"There is no greater sorrow on earth than the loss of one's native land." - Euripides 431 B.C.

Coalition leads way on land rights, says Pearson

Australian-Wednesday, 31st March 2010
Author: Patricia karvelas

CAPE York leader Noel Pearson says the Rudd and Bligh Labor governments have allowed the Coalition to take the lead in the defence of land rights.

Queensland Premier Anna Bligh's Wild Rivers Act and Kevin Rudd's failure to repeal it showed they had abandoned Labor's commitment to land rights by blocking the economic development of indigenous land, Mr Pearson said yesterday.

He told a Senate inquiry into Tony Abbott's bill to overturn the Wild Rivers Act that the Queensland legislation was racist.

``The exercise of traditional rights is important, but that will never lift our people out of poverty and misery,'' Mr Pearson told the Senate Legal and Constitutional Affairs Committee hearing in Canberra. ``We have to be able to undertake land use that generates economic return for the people who live there.

``We're not going to be serious about closing the gap on indigenous disadvantage if we have this view that all Aboriginal people should be happy . . . and all they should be entitled to do is stand on one leg in the sunset picking berries.''

Ms Bligh declared last year that three major waterways on Cape York -- the Archer, Stewart and Lockhart rivers -- were wild rivers, imposing severe restrictions on development near them or in their catchment areas.

Mr Pearson said yesterday that this year ``we have the conservatives basically defending and supporting land rights in a way that Labor was doing in 1993''.

``Now I'm hoping that Labor can see this, and they can see that, in fact, it's the conservatives who are honouring the original Mabo deal . . . and just because they might have political discomfort about that, I think they should keep their eyes on the prize here.

``The prize is we have the opportunity for bipartisan enhancement on the rights of native title holders.''

While supporting Mr Abbott's legislation, Mr Pearson denied helping to draft it.

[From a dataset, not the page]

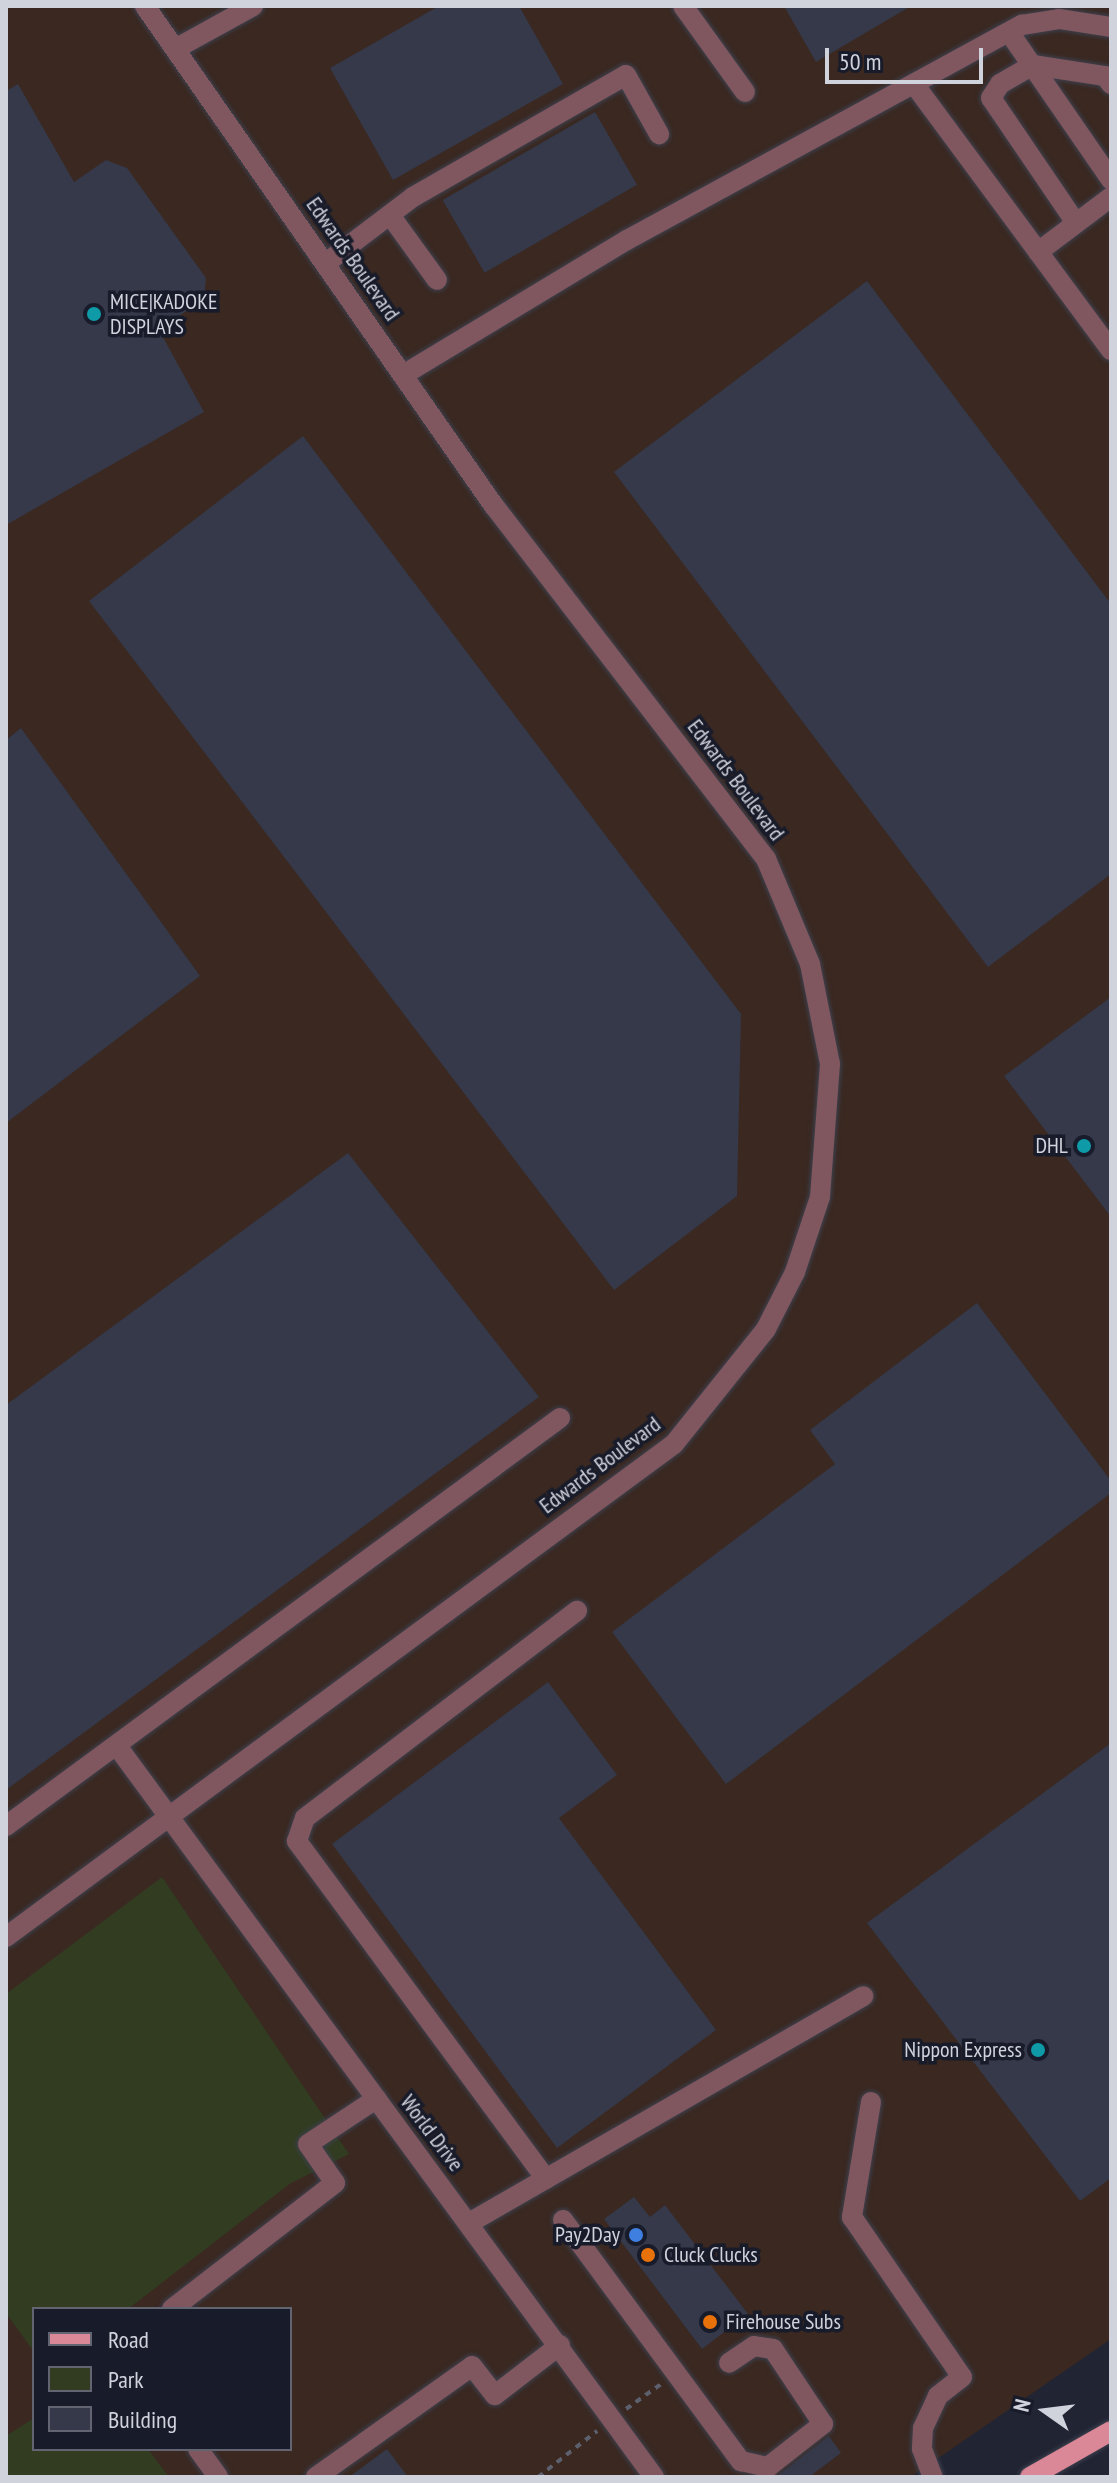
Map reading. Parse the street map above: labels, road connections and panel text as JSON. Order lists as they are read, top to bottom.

Labor senators pressed Mr Pearson to admit that he did not know of any Aboriginal developments that had been held up by the legislation.

Mr Pearson said not one house had been built in Hopevale because of state government environmental red tape and cumbersome planning laws, despite promises three years ago by the Howard government.

He said Canberra had not put enough pressure on the state government to overcome its inertia.

Mr Pearson urged federal Indigenous Affairs Minister Jenny Macklin to listen to the evidence being provided to the committee.

Speaking outside the hearing, Mr Pearson said Labor senators who questioned him yesterday appeared to have been briefed by the Bligh government.